My 9-year-old granddaughter, Chloe, confides to me that she keeps the family copy of The Meditative Gardener in her room, and she reads it every day. Well, really, she looks at the pictures. She loves looking at the pictures.
"What's your favorite part?" she asks me. That question stumps me.
So i ask her. "What's your favorite part?"
"It's the part about Feelings," she says. "Here. I can find it by looking at the pictures." Then she reads my own words to me.
"In English, the word "Feelings" has many meanings. "Feelings" can mean, among others, emotions or tactile sensations or "a consciousness without regard to thought." For example, when you receive a "first impression," you instantly know how you feel even if you cannot articulate it.
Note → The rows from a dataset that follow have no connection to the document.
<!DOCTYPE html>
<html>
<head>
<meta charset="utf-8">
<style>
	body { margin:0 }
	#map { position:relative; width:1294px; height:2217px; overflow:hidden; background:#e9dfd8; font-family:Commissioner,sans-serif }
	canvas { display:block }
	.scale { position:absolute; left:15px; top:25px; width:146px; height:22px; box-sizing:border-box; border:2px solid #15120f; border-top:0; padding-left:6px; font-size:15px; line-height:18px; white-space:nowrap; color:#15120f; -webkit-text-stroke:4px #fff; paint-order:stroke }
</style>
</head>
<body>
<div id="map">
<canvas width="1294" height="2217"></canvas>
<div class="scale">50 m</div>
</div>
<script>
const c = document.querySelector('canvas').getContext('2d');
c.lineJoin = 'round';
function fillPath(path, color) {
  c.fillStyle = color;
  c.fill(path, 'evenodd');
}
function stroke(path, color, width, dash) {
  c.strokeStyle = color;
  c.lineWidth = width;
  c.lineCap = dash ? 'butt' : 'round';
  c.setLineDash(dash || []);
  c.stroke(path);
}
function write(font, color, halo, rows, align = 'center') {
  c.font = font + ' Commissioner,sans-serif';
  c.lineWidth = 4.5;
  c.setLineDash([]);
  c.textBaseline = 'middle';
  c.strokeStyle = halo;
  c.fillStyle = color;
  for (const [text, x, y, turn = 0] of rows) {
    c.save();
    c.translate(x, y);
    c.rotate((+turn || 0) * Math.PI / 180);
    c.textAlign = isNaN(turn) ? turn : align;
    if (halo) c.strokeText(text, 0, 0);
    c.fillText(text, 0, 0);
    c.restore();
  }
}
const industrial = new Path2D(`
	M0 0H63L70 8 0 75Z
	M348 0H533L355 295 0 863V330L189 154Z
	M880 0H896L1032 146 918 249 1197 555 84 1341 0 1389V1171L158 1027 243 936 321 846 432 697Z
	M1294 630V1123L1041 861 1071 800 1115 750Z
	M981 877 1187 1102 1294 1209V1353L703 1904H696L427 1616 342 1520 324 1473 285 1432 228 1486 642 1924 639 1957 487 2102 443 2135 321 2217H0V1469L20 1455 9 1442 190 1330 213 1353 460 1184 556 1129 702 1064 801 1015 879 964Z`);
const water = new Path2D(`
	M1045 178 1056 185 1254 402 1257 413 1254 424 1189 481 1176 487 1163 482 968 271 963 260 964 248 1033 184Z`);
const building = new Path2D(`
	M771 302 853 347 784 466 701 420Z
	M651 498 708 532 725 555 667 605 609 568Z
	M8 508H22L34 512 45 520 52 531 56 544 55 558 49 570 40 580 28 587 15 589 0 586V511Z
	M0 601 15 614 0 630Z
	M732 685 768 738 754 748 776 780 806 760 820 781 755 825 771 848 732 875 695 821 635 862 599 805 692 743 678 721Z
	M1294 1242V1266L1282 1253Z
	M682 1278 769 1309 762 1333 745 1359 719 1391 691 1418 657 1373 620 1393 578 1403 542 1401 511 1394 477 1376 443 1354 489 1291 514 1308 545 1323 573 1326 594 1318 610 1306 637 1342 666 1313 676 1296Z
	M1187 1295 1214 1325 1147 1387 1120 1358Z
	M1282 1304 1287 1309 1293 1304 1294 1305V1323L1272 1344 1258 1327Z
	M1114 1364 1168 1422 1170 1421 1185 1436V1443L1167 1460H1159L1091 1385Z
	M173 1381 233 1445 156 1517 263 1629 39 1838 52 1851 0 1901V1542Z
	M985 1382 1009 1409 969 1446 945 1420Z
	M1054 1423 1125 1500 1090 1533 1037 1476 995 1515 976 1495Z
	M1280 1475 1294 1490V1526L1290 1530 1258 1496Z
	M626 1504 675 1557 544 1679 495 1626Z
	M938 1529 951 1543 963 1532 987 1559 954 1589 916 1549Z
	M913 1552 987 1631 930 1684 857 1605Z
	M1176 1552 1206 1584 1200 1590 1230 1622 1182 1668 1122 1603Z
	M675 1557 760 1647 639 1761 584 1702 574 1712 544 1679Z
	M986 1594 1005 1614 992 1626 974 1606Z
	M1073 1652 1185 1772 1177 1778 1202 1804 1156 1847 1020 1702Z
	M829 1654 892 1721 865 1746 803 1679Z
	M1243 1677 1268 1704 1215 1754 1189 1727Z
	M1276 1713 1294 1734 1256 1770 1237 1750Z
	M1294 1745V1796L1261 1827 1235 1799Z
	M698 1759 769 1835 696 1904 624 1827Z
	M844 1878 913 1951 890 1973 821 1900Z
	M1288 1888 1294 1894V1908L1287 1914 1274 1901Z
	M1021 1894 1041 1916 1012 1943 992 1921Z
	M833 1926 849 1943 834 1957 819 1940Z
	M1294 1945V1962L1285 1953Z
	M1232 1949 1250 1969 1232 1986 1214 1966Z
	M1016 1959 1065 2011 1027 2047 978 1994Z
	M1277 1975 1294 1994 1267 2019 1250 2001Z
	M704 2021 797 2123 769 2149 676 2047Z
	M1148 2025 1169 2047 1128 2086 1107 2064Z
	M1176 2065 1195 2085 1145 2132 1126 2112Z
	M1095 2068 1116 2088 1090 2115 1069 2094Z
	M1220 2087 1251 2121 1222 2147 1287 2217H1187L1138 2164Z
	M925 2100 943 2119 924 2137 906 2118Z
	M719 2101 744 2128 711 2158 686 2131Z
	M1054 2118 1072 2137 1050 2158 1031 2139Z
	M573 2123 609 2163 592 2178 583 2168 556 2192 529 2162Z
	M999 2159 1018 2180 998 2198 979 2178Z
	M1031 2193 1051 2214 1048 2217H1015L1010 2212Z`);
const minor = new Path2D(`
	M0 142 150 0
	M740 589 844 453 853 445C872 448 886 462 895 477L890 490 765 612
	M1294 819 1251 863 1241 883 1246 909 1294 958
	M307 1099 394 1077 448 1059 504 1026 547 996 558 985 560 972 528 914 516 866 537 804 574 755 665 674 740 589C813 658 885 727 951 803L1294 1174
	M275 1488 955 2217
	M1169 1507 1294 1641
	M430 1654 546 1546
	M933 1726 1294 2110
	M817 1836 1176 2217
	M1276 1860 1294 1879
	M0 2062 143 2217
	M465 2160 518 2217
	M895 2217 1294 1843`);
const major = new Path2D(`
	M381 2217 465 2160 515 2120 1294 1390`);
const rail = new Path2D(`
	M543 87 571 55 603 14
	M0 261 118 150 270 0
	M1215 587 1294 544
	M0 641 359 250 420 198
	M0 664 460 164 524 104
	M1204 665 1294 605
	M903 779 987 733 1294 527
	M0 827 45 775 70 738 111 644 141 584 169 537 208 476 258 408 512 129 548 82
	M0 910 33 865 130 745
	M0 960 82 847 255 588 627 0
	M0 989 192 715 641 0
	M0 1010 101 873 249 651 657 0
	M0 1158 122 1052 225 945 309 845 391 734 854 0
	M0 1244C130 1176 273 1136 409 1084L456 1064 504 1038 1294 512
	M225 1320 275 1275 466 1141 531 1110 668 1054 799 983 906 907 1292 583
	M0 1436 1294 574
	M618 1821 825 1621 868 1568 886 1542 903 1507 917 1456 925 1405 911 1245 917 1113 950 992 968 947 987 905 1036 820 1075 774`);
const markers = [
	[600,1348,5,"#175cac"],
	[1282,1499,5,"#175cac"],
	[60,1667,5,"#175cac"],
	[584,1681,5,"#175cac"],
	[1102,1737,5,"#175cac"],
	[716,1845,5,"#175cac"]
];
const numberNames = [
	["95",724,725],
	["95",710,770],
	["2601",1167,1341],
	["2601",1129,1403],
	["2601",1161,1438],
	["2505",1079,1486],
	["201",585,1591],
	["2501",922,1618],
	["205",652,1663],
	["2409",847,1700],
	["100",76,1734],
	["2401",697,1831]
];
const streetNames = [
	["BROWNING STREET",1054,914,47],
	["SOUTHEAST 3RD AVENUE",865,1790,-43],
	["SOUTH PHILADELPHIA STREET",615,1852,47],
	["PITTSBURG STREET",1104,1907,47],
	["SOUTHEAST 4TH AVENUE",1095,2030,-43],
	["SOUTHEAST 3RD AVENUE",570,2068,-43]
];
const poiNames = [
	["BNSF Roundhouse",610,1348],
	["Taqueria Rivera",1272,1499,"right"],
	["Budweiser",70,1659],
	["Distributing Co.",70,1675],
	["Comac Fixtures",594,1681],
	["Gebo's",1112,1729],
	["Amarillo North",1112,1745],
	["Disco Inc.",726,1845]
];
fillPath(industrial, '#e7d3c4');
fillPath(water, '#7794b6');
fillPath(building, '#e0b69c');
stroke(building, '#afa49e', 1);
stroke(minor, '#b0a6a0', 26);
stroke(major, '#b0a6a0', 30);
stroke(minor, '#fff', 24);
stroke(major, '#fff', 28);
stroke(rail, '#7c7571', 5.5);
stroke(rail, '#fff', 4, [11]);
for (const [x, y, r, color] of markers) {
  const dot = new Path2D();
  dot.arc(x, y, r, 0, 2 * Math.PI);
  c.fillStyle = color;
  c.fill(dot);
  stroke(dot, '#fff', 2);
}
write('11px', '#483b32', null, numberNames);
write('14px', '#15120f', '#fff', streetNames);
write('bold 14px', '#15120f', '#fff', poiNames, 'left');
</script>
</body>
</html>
When you walk into a silent meditation retreat, you immediately know whom you like and whom you don't, even though you haven't talked to them."
"That's just what happens on the soccer field," Chloe says. She has just come from soccer team try-outs.
"You have a gut reaction to other girls whom you've never met before?" i ask.
She nods. The relational girl who always puts others needs before her own. Reading this paragraph outloud is tantamount to admitting something she might not dare to put into words, for fear of hurting someone else's feelings.
"Yes," i say. "That's our old reptilian brain--the amygdala--at work. Making those instant decisions of 'like' and 'don't like'."